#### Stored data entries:
───

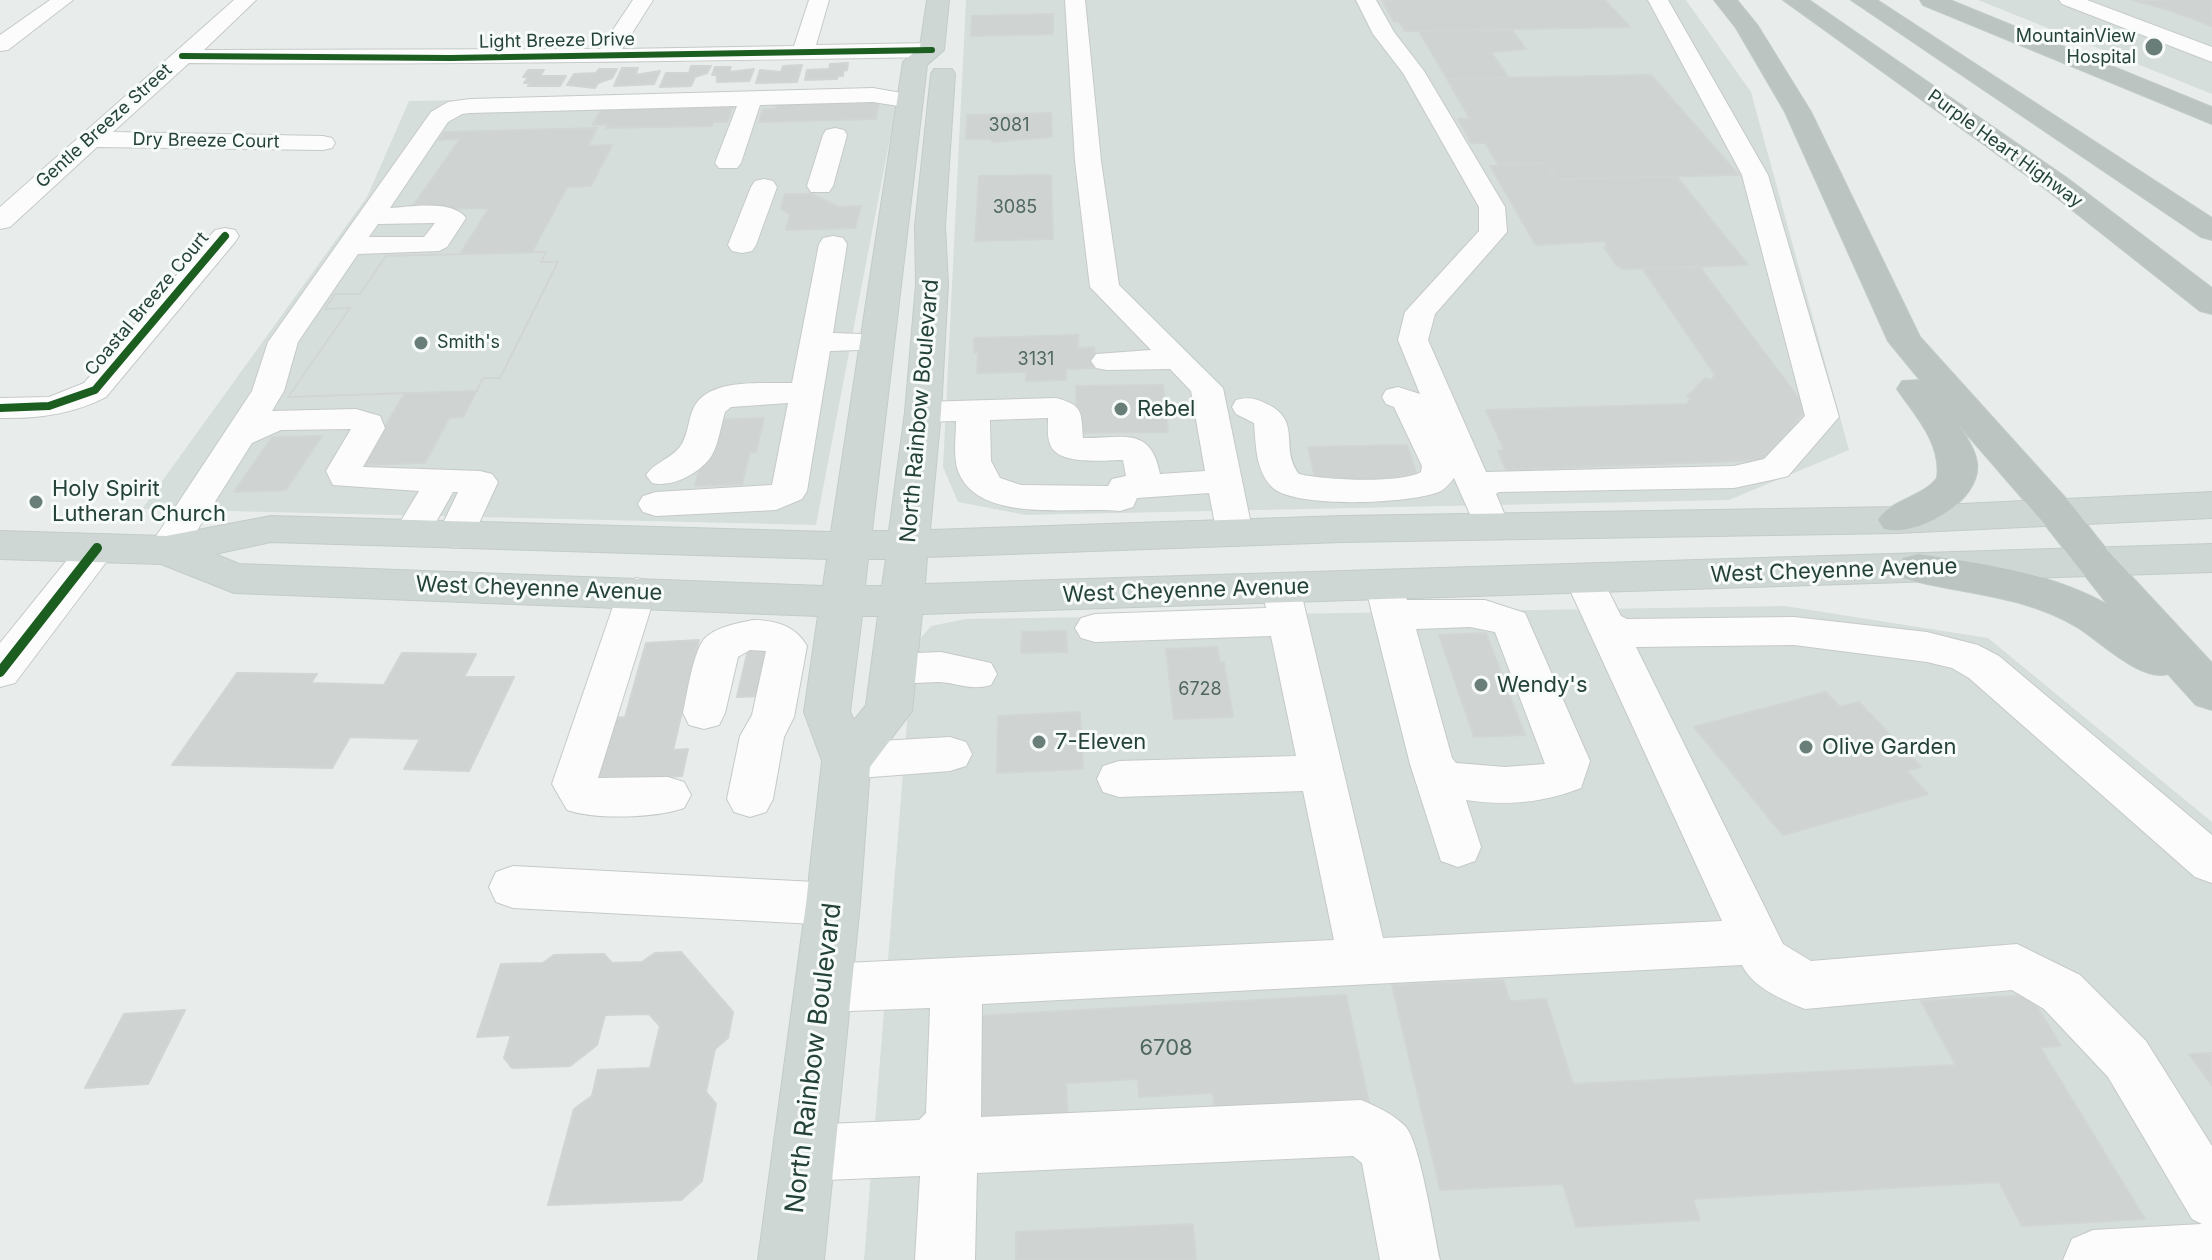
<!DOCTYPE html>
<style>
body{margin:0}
canvas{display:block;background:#e8edeb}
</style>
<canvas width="2212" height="1260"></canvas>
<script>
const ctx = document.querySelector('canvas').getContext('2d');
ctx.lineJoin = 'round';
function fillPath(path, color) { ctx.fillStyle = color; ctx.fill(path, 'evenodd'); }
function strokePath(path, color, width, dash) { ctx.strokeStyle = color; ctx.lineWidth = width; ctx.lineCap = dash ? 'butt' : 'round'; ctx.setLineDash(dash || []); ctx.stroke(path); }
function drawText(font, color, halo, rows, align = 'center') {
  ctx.font = font + ' Inter,sans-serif'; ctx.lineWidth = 6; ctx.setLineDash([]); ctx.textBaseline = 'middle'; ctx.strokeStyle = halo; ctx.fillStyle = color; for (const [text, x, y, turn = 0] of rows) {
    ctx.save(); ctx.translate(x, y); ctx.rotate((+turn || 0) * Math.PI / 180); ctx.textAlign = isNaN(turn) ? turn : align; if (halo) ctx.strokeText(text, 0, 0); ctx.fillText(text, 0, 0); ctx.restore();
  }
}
const built = new Path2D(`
 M 966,0 L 1686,0 L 1751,92 L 1849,450 L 1729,500 L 1026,515 L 958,502 L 943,467 Z
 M 1978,0 L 2212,0 L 2212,94 Z
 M 899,91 L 816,525 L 142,509 L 367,197 L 409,101 Z
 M 1785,606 L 1988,638 L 2212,822 L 2212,1260 L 864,1260 L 913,647 L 931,626 L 965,619 Z`);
const building = new Path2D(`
 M 1605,0 L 1630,27 L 1405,31 L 1399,22 L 1394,22 L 1382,0 Z
 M 2132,0 L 2212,0 L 2212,26 L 2169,10 Z
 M 1053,14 L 1053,34 L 971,36 L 972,16 Z
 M 1512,30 L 1526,49 L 1491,52 L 1509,78 L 1447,79 L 1419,31 Z
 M 848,63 L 847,70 L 843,71 L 843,76 L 838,76 L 837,79 L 805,80 L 807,70 L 829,69 L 830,64 Z
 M 802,65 L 797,82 L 756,83 L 760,70 L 781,72 L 783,66 Z
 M 691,66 L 711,66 L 707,73 L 695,77 L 691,86 L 660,87 L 666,73 L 689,73 Z
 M 715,67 L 731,67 L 729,72 L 754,69 L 749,81 L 717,82 L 717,75 L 712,75 Z
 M 622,68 L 638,68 L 635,75 L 660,71 L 654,84 L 614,86 Z
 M 599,69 L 617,69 L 612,78 L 598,83 L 595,88 L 567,85 L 574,74 L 596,73 Z
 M 528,70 L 544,70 L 540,76 L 566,76 L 560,86 L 528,86 L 531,83 L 524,83 L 528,77 L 523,77 Z
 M 1651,75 L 1739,175 L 1556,179 L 1546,163 L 1498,164 L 1485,143 L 1471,143 L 1458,119 L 1470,119 L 1447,79 Z
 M 879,102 L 876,119 L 759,122 L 763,109 L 776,109 L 777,104 Z
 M 734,104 L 727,122 L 713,122 L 712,126 L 606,128 L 608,124 L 592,125 L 603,107 Z
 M 1051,113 L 1052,137 L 992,142 L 992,139 L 966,139 L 967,115 Z
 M 597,128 L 588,146 L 612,145 L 591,186 L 567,187 L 532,252 L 546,252 L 541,262 L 558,262 L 500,378 L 483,378 L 463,417 L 449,418 L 425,463 L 362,465 L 405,393 L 288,397 L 350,308 L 325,309 L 335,294 L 360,294 L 386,256 L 460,254 L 489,208 L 410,210 L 460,139 L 439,140 L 445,132 Z
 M 1546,163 L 1556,179 L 1677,177 L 1748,265 L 1623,269 L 1616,265 L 1604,247 L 1608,247 L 1604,241 L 1536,245 L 1490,166 Z
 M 1051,175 L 1053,239 L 975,241 L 979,176 Z
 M 785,194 L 812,194 L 838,207 L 861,206 L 855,228 L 786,230 L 790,214 L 781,209 Z
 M 546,252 L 541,262 L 558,262 L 500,378 L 483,378 L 477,391 L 288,397 L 350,308 L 325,309 L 335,294 L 360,294 L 386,256 Z
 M 1700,267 L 1807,409 L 1764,460 L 1506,470 L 1498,451 L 1504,450 L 1486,410 L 1686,404 L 1691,399 L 1687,397 L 1705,378 L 1711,380 L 1715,375 L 1642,268 Z
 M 1078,335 L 1078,348 L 1094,347 L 1096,368 L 1066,369 L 1066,380 L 1026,381 L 1026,372 L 977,373 L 978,353 L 974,353 L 974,338 Z
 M 1163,385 L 1168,432 L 1077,433 L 1076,386 Z
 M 764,418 L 756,452 L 750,452 L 742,484 L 695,486 L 712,420 Z
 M 322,436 L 286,490 L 234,492 L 272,437 Z
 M 1407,445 L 1419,481 L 1316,483 L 1308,447 Z
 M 1066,631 L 1067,652 L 1021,653 L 1022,632 Z
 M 1486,633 L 1525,735 L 1474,737 L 1439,635 Z
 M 699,640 L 673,750 L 688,749 L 682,776 L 595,781 L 613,718 L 625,717 L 646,643 Z
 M 1217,647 L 1220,663 L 1224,662 L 1233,717 L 1174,719 L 1166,649 Z
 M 777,649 L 768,696 L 737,697 L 748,650 Z
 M 402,653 L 476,654 L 464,677 L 514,677 L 469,771 L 404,769 L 420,739 L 350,737 L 332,768 L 172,765 L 237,673 L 317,674 L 311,683 L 384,685 Z
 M 1826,692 L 1840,707 L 1859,702 L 1921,767 L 1907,771 L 1928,794 L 1783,835 L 1694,727 Z
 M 1080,712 L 1083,769 L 997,773 L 998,716 Z
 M 681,952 L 733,1012 L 728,1038 L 715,1049 L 706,1092 L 716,1104 L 702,1181 L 681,1200 L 548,1205 L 574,1109 L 592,1096 L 598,1070 L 650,1068 L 660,1026 L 649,1014 L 605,1015 L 597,1045 L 570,1066 L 512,1068 L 504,1058 L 511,1035 L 477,1037 L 501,964 L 543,963 L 554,955 L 604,954 L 612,963 L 642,962 L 655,953 Z
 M 1503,980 L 1510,1001 L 1546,999 L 1573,1084 L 1956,1065 L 1921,1001 L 2030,995 L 2061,1046 L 2040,1047 L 2145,1219 L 2022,1226 L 1999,1182 L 1693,1199 L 1700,1220 L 1576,1227 L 1563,1184 L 1440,1190 L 1392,985 Z
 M 1346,995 L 1369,1103 L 1215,1112 L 1213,1093 L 1139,1097 L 1138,1079 L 1066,1083 L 1068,1119 L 975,1125 L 976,1016 Z
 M 185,1010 L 148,1084 L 85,1088 L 124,1014 Z
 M 2212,1053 L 2212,1086 L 2189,1054 Z
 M 1193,1224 L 1196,1260 L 1016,1260 L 1016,1232 Z`);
const minor = new Path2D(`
 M 50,0 L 73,0 L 8,50 L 0,51 L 0,35 Z
 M 234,0 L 256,0 L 204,50 L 600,49 L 633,0 L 653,0 L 622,49 L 794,46 L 809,0 L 829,0 L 816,45 L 932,43 L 943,50 L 932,57 C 684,61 437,65 189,63 L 113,132 L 323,136 L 332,138 L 335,143 L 332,148 L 323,150 L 97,147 L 10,227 L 0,229 L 0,207 Z
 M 1065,0 L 1085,0 L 1101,161 L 1119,285 L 1223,388 L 1253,534 L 1248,543 L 1235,546 L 1222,543 L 1217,534 L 1209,493 L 1137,498 L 1133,507 L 1120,511 C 1075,506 978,525 958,471 C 953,456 956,437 956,421 L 923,422 L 911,419 L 906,412 L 911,405 L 923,402 L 1056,398 C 1084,405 1081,413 1083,438 C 1124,438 1151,426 1160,474 L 1205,471 L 1191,391 L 1170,369 L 1107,370 L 1096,368 L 1091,361 L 1096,354 L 1151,350 L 1090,287 L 1075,161 ZM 1048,418 C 1048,426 1047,437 1050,444 C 1057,466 1105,460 1123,460 L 1126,476 L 1112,479 L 1108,486 L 1021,485 L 1000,478 L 991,461 L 990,420 Z
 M 1356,0 L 1376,0 L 1394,32 L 1424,71 L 1505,207 L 1507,232 L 1435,314 L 1428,340 L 1486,472 L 1734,466 L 1764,459 L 1805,416 L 1742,175 L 1648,0 L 1668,0 L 1768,175 L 1839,417 L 1788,476 L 1776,479 L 1734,488 L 1499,492 L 1496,494 L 1504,513 L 1499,521 L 1486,525 L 1473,521 L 1454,478 C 1450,483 1446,488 1441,491 C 1414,504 1293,509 1272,487 C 1255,470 1256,444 1254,423 L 1236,414 L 1232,407 L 1236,400 C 1248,397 1256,398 1267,404 C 1303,421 1279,448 1299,474 C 1324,480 1400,484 1421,472 L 1422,466 L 1394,407 L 1386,404 L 1382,397 L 1386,390 L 1398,387 L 1420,394 L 1398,340 L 1405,312 L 1479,231 L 1479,207 L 1403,73 L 1373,34 Z
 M 2059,0 L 2087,0 L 2212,47 L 2212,62 L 2062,4 Z
 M 873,88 L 919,96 L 923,101 L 919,106 L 911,108 L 873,102 L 760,105 L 741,163 L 737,168 L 719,168 L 715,163 L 737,106 L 470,113 L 462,114 L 448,122 L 390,208 C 410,207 452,199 466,218 L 447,247 L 439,251 L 358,254 L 298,342 L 284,391 L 272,411 L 356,409 L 380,416 L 385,428 L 363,467 L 480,471 L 492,474 L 498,482 L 469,545 L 456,548 L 443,545 L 437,536 L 458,492 L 453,492 L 424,543 L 411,546 L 398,543 L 393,534 L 419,491 L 333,485 L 326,471 L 351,429 L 281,430 L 252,443 L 179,559 L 166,563 L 153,559 L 147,550 L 252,391 L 268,342 L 431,112 L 448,102 L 470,99 ZM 435,223 L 424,237 L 369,237 L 378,224 Z
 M 835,128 L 844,130 L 847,135 L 833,186 L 829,192 L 811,192 L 807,186 L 823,135 L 826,130 Z
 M 764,179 L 773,181 L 777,187 L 756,245 L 752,251 L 742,253 L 732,251 L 728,245 L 751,187 L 755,181 Z
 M 225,228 L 235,230 L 239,236 L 235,242 L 106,397 C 73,414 38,419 0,418 L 0,398 L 49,397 L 84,383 L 215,230 Z
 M 833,236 L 843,238 L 847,244 L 833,333 L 889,335 L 893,342 L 889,349 L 830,351 L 807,491 L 802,499 L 776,510 L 656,516 L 643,512 L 638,504 L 643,496 L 656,492 L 772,485 L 788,403 L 731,407 L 725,412 C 721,425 719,442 712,455 C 701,473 672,488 652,483 L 646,475 C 655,462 670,459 679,448 C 688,438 688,419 694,407 C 710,377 764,384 792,383 L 819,244 L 823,238 Z
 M 97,535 L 110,539 L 116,548 L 110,557 L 15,683 L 0,687 L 0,643 L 84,539 Z
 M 1584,566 L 1598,570 L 1621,616 L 1627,619 L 1794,617 L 1927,632 L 1978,645 L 1999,656 L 2212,835 L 2212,883 L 2195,877 L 1969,678 L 1952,668 L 1927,662 L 1794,645 L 1636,647 L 1783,944 L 1811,961 L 2017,944 L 2080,975 L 2146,1041 L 2212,1146 L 2212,1260 L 2063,1260 L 2072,1239 L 2093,1230 L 2202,1224 L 2192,1219 L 2108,1077 L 2044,1009 L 2012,990 L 1805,1009 C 1783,1000 1752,987 1742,965 L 982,1004 L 981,1117 L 1361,1100 C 1376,1106 1393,1114 1405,1126 C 1420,1141 1434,1234 1440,1260 L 1380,1260 L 1362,1163 L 1353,1156 L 977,1173 L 975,1260 L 915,1260 L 920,1176 L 804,1181 L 784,1173 L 776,1153 L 784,1133 L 804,1125 L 919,1120 L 926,1113 L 930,1008 L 823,1012 L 805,1005 L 797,988 L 805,971 L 823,964 L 1334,940 L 1303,791 L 1119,797 L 1103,792 L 1097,779 L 1103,766 L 1119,761 L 1296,756 L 1271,636 L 1095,642 L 1081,638 L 1075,628 L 1081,618 L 1095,614 L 1266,608 L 1262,588 L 1267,578 L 1281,575 L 1295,578 L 1300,588 L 1383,938 L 1722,921 L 1565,579 L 1570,570 Z
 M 1384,572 L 1398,576 L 1407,600 L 1485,600 L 1525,613 L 1590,761 L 1581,788 C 1543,803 1506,806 1466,800 L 1481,847 L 1475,861 L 1458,867 L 1441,861 L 1410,764 L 1365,585 L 1370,576 ZM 1470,627 L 1495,632 L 1545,764 L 1505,767 L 1456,763 L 1452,758 L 1416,629 Z
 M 637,578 L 651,582 L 656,592 L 598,778 L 668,777 L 684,782 L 691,795 L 684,808 C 655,818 596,820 567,810 L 552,784 L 618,592 L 623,582 Z
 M 753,620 C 775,620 796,626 807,646 L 794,717 L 784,737 L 773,799 L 766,812 L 750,817 L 734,812 L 727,799 L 740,736 L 752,715 L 766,651 L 750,650 L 738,657 L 725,713 L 719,725 L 704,729 L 689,725 L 683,713 C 687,695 693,651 705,638 C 716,627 739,623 753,620 Z
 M 941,652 L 991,663 L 997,674 L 991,685 C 971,691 958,683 939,682 C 918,682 900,686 879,680 L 873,669 L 879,658 L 894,654 Z
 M 950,737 L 966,742 L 972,754 L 966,766 L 950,771 L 846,779 L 830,773 L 824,761 L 830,749 L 846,743 Z
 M 513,866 L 833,883 L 850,889 L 857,904 L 850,919 L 833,925 L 513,908 L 496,902 L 489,887 L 496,872 Z`);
const major = new Path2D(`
 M 927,0 L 949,0 L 944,50 L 927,65 L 872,531 L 889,531 L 905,412 L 916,284 L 915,226 L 931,74 L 934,69 L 952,69 L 955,74 L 945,226 L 948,284 L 941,412 L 930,530 L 1342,516 L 1898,507 L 2212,492 L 2212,518 L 1898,533 L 1342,542 L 927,557 L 925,584 L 2212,544 L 2212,572 L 922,614 L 912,711 L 870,767 L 860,904 L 824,1260 L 758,1260 L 806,904 L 822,761 L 804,712 L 818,616 L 234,593 L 161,564 L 0,559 L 0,531 L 166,536 L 271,516 L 831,532 L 903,62 L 920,47 ZM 271,542 L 827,559 L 823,586 L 239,564 L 215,554 ZM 868,559 L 886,559 L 882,586 L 865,586 ZM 862,616 L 878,616 L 866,705 L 854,720 L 850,712 Z`);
const highway = new Path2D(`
 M 1714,0 L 1737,0 L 1758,26 L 1811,112 L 1920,337 L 2070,503 L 2108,551 L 2212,663 L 2212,710 L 2196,705 L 2168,674 C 2141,682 2100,641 2077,627 C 2022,594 1963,595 1903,578 L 1897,568 L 1903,558 L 1918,554 C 1983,564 2050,572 2108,605 L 2042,521 L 1957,423 C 1965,435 1975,448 1977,463 C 1982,501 1916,538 1884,529 L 1878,520 C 1891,499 1922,498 1937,478 C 1942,444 1915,415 1897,389 L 1902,381 L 1920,380 L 1888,341 L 1785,112 L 1736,28 Z
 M 1783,0 L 1809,0 L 2067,178 L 2212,288 L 2212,314 L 2200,311 L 2047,190 Z
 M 1851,0 L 1877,0 L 2212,218 L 2212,240 L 2201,237 Z
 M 1920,0 L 1950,0 L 2212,107 L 2212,124 L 1923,5 Z`);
const cyclewayFar2 = new Path2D(`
 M 182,56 L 450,58 L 932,50`);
const cyclewayFar1 = new Path2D(`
 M 0,408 L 49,406 L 95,390 L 225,236`);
const cycleway = new Path2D(`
 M 0,672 L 97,548`);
const markers = [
 [2154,47,10,"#697e78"],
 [421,343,8,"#697e78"],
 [1121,409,8,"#697e78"],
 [36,502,8,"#697e78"],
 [1481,685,8,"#697e78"],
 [1039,742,8,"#697e78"],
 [1806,747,8,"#697e78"]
];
const farPoinames = [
 ["MountainView",2136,37],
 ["Hospital",2136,58],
 ["Smith's",437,343,"left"]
];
const farStreetnames = [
 ["Light Breeze Drive",557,41,-1],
 ["Gentle Breeze Street",104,126,-42],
 ["Dry Breeze Court",206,141,1],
 ["Purple Heart Highway",2005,149,36],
 ["Coastal Breeze Court",147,304,-50]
];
const numberNames = [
 ["3081",1009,126],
 ["3085",1015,208],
 ["3131",1036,360],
 ["6728",1200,690]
];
const poiNames = [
 ["Rebel",1137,409],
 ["Holy Spirit",52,489],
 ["Lutheran Church",52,514],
 ["Wendy's",1497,685],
 ["7-Eleven",1055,742],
 ["Olive Garden",1822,747]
];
const streetNames = [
 ["North Rainbow Boulevard",920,411,-85],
 ["West Cheyenne Avenue",1834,571,-2],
 ["West Cheyenne Avenue",539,589,2],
 ["West Cheyenne Avenue",1186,591,-2]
];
const nearNumbernames = [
 ["6708",1166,1048]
];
const nearStreetnames = [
 ["North Rainbow Boulevard",814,1058,-83]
];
fillPath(built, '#d6dedb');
fillPath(building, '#cfd4d2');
strokePath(building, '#d1d6d4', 2);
strokePath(minor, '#c5cac8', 2);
strokePath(major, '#c3ccc9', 2);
strokePath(highway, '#c3ccc9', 2);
fillPath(minor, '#fcfcfc');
fillPath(major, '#cfd7d5');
fillPath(highway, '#bcc4c2');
strokePath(cyclewayFar2, '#1b5e20', 6);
strokePath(cyclewayFar1, '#1b5e20', 8);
strokePath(cycleway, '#1b5e20', 10);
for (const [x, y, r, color] of markers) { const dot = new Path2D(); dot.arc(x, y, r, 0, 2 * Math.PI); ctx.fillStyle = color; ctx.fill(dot); strokePath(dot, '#f7fbf9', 3); }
drawText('18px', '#24423a', '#f7fbf9', farPoinames, 'right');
drawText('18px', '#24423a', '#f7fbf9', farStreetnames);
drawText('18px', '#506761', null, numberNames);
drawText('22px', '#24423a', '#f7fbf9', poiNames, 'left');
drawText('22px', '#24423a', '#f7fbf9', streetNames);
drawText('22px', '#506761', null, nearNumbernames);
drawText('26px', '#24423a', '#f7fbf9', nearStreetnames);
</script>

───

#### WHAT IS BEING ASKED:
The answer should be a single number: how many lines in the records contain "align".

#### ANSWER TO THIS TASK:
2